All the language models mentioned in Sect. 4.2 are generated using KenLMFootnote 6 statistical language modeling toolkit. The language models are smoothed with modified Kneser-Ney smoothing technique.

5.1 Morpheme-Based System

For the morpheme-based system monophone and triphone models have been experimented in the Kaldi toolkit. The pronunciation dictionary consists of 51k most frequent morphemes described in Sect. 4.3 is used. Moreover, the pronunciation dictionary has been prepared as explained in Sect. 2.1.

In all the models, a 3-state left-to-right HMM topology is used. The monophone model is a context-independent HMM model which does not consider the neighboring phones in the acoustic modeling. The alignment from the monophone model is used as input to the triphone HMMs. Unsurprisingly, the monophone model has worse performance than both the triphone and hybrid DNN-HMM model. Table 4. shows summary of morpheme error rate for each models.

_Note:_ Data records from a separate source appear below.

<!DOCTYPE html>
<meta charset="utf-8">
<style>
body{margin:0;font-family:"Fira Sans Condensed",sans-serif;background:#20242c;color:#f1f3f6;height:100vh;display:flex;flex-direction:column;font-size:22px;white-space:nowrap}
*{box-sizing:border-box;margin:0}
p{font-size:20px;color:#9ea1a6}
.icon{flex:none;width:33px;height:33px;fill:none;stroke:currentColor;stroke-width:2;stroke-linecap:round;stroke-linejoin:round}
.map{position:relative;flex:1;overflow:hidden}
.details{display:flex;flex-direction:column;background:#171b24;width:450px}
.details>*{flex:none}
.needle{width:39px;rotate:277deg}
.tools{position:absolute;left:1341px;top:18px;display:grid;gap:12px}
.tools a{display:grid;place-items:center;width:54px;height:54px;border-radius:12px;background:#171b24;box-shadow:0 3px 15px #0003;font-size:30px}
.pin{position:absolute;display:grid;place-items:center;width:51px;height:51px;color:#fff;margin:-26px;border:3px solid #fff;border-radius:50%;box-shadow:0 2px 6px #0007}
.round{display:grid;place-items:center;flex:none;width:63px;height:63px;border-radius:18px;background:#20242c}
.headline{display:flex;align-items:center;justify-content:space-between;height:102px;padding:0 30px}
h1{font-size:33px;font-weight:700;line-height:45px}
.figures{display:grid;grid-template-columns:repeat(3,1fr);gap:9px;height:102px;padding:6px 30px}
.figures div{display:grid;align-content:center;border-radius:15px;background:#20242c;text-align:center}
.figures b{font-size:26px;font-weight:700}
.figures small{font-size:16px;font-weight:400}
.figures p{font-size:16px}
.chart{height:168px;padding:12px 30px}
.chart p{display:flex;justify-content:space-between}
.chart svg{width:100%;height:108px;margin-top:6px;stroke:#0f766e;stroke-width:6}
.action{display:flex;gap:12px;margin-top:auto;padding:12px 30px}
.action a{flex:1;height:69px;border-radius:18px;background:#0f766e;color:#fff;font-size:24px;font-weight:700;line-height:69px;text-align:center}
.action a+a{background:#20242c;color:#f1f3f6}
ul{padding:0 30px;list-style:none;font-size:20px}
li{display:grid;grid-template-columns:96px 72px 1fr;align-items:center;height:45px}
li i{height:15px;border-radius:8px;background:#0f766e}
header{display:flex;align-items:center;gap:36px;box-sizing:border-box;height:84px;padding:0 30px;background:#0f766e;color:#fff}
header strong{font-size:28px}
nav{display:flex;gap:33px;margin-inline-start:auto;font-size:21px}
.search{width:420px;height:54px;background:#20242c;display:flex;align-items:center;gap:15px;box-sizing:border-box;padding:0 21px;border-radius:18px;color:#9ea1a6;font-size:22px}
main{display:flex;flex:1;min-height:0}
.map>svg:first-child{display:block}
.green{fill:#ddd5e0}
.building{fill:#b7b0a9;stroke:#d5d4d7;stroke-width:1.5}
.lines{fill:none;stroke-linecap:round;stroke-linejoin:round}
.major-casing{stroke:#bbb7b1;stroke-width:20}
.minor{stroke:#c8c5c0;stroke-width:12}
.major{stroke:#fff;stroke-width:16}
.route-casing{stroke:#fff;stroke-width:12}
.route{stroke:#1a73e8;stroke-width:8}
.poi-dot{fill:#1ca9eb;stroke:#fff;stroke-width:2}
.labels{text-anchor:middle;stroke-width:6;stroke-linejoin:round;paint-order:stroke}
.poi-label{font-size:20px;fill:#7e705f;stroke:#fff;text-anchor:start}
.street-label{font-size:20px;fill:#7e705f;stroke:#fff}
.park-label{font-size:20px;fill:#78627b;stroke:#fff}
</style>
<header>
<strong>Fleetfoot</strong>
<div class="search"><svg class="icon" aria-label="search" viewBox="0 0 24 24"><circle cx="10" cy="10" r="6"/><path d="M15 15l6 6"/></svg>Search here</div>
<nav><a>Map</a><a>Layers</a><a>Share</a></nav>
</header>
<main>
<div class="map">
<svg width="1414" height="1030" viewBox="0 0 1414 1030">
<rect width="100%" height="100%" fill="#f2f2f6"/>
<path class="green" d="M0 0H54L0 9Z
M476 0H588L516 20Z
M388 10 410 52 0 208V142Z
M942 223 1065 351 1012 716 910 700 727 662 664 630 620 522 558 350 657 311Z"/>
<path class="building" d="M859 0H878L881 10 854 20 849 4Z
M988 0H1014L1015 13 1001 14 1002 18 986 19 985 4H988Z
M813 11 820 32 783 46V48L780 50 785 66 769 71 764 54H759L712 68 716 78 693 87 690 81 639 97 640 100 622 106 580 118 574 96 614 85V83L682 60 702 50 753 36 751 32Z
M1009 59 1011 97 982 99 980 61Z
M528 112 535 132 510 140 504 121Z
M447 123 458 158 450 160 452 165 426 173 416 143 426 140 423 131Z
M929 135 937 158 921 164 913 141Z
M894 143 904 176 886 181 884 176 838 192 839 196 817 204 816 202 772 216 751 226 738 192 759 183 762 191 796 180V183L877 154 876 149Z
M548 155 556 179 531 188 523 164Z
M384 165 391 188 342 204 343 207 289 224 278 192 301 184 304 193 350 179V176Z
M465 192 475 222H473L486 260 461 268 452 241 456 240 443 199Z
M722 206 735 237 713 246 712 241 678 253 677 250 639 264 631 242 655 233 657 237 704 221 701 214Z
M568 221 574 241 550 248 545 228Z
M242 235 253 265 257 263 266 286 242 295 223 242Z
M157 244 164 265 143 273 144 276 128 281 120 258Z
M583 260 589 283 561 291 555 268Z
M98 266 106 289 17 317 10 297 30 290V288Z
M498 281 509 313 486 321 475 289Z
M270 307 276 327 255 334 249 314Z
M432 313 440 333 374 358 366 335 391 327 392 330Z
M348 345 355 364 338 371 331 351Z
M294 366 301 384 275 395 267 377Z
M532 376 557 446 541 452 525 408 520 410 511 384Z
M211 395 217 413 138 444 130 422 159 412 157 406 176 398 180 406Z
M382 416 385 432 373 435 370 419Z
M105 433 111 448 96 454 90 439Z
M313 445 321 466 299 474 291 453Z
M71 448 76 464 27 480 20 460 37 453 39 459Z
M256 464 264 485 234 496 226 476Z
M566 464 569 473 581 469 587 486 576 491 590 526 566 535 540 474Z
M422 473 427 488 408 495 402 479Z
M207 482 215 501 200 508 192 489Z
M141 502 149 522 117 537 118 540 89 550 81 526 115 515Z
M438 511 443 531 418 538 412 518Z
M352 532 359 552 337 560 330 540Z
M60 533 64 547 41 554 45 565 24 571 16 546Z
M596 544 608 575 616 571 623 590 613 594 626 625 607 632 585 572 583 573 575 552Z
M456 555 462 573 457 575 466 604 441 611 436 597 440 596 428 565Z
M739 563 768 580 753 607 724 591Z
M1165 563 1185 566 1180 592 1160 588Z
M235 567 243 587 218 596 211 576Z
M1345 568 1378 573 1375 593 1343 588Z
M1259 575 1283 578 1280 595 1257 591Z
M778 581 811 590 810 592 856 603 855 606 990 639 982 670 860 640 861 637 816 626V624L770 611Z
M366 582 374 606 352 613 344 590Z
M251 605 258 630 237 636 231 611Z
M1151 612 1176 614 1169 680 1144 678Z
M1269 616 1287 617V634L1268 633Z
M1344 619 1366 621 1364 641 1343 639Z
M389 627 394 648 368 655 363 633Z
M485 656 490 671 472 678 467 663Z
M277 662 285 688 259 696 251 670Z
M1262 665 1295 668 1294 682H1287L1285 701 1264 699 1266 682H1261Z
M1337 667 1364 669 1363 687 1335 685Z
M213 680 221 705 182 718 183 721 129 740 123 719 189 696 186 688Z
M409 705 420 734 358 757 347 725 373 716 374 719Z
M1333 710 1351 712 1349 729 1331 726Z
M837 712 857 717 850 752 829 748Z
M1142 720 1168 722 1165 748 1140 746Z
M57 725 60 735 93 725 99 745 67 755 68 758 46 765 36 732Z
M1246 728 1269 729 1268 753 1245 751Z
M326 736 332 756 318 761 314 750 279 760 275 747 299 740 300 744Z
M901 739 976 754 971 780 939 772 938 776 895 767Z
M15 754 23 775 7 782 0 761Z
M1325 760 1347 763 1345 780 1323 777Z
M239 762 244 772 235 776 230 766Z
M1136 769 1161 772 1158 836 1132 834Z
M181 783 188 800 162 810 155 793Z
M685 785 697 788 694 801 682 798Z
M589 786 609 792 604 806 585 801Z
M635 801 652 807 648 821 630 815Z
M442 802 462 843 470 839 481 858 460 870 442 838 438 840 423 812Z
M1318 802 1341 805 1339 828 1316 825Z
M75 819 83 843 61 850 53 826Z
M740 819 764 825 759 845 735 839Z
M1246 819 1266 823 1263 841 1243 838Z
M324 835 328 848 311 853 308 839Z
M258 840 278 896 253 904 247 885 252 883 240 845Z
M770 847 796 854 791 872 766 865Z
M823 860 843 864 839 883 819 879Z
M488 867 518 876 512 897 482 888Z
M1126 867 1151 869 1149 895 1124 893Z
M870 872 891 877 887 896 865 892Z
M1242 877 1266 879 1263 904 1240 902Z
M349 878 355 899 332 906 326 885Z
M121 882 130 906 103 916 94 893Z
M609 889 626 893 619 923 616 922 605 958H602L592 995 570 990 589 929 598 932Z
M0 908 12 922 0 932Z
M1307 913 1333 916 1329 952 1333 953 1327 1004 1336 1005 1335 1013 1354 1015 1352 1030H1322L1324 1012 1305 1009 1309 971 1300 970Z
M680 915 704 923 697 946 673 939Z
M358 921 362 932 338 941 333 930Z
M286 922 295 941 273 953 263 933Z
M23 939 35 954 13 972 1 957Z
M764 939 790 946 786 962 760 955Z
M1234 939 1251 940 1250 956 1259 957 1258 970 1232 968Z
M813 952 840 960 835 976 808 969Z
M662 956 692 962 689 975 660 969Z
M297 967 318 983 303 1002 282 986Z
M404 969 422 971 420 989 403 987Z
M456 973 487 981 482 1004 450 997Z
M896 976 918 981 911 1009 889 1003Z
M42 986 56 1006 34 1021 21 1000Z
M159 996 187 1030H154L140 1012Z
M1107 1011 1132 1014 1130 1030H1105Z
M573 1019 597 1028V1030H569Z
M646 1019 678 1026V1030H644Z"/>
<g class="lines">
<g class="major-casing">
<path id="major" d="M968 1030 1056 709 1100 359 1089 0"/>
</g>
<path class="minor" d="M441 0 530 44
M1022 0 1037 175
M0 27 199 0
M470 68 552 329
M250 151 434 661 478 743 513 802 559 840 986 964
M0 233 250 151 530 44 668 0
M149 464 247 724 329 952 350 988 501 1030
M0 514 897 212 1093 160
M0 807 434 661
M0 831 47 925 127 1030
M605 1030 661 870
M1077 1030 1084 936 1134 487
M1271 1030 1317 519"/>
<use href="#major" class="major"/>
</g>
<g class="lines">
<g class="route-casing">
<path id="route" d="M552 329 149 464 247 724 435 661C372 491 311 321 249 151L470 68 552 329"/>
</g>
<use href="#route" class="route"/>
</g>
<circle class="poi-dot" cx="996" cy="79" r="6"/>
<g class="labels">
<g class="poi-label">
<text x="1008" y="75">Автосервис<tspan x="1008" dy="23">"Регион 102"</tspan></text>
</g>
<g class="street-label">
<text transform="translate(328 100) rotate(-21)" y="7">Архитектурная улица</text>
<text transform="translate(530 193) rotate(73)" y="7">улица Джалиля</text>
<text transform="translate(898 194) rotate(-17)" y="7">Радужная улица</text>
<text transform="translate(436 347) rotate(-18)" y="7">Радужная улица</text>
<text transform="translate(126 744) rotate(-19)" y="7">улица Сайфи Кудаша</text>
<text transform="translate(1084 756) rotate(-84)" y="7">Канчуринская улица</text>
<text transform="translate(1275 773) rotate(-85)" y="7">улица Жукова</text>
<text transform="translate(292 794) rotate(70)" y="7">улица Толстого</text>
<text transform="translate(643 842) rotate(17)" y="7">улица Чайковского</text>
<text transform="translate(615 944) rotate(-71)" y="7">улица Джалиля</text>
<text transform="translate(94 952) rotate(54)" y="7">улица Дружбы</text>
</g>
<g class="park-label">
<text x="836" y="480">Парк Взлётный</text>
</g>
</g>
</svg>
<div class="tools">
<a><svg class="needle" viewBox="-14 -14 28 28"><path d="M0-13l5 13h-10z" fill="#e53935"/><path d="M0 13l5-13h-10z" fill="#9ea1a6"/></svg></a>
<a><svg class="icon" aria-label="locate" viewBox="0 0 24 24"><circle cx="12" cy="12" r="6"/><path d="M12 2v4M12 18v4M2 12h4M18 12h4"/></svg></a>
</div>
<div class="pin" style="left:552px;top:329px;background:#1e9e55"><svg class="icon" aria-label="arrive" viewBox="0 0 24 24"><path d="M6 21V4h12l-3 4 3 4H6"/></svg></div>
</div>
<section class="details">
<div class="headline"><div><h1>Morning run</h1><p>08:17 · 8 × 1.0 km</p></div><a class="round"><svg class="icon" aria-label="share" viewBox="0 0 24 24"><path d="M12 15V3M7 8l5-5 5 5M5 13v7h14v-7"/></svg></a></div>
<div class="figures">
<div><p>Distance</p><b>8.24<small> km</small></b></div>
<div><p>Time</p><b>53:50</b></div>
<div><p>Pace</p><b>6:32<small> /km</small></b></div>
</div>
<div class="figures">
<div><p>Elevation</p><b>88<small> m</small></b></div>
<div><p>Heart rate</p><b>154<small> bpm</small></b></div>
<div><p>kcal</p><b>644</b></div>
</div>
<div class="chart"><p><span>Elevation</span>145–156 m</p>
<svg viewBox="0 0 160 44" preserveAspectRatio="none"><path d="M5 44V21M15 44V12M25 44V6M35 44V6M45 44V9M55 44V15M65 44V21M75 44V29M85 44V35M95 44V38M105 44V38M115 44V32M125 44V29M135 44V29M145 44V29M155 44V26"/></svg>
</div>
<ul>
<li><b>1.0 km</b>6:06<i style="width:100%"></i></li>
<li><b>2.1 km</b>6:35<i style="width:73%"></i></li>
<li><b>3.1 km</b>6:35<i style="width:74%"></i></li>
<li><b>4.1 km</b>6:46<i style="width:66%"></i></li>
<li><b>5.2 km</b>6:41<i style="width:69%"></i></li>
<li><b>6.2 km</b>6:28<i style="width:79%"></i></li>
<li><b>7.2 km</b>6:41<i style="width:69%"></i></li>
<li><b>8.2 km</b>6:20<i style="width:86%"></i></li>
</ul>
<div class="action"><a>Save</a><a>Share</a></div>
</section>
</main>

Table 4. Morpheme-based model system performance

5.2 Syllable-Based System

As it has been indicated in Sect. 2.2, Amharic has six syllable templates [26]. However, researchers have been considering only the CV syllable template [7, 8]. Moreover, epenthesis vowel and gemination are not handled in those research works [9]. In this paper, all the six syllable templates, as well as epenthesis vowel has been realized using the Amharic syllabification algorithm.

The experimental setup for syllable-based system is the same as morpheme-based system explained in Sect. 5.1, except the lexicon and language model is prepared from syllable units. The lexicon contains only 16.7k syllables and the language model is prepared using 73k syllable-based sentences, which is a small subset of the text corpus. A hybrid DNN-HMM model is experimented with similar setup used in the morpheme-based model.

In the DNN-HMM model, the GMM-HMM alignment from the triphone model is passed into a simple feedforward network (vanilla network with tanh nonlinearities adapted from Kaldi script). The network architecture has been built with only 300 hidden layer dimension, 3 hidden layers, minibach size of 128, with initial learning rate 0.04 and final learning rate 0.004. The model is trained for 15 × 2 plus extra 2 × 5 epochs which is 40 epochs in total.

The syllable-based system performed better in all the models even with fewer data in the language model. Moreover, the OOV using syllable units is only three, which is extremely low compared with the morpheme-based system. Table 5 shows a summary of syllable error rate for each model.

Table 5. Syllable-based models system performance

All the model performance shown in Tables 4 and 5 gained using the subset (20 h) of data to compare the performance of the morpheme-based model and syllable-based model.

6 Discussion and Conclusions

In this paper, new Amharic speech corpus is presented and made available for public access. The dataset is semi-automatically segmented and aligned with word and syllable-based transcript in order to make it suitable for speech recognition and spoken content retrieval tasks. Moreover, syllable-based speech recognition and language models are also introduced. Morpheme and syllable-based models are trained using the existing and the newly prepared corpus. The syllable-based models showed a better result compared with all the morpheme-based models even with language model prepared from a relatively small corpus. The syllable-based system showed a negligible amount of OOV syllables compared with the morpheme-based system. The size of the vocabulary required to prepare the pronunciation dictionary is also noticeably reduced when syllable units are used. The DNN-HMM model showed a better result in all the models even though a simple network with less number of epochs and hidden layers are used. The system provides n-best results in the form of a lattice which makes it a good starting point for tasks like lattice indexing for spoken content retrieval which is planned to be evaluated in future work. As a future work we have also planned to go for all neural model using all the subsets of the dataset.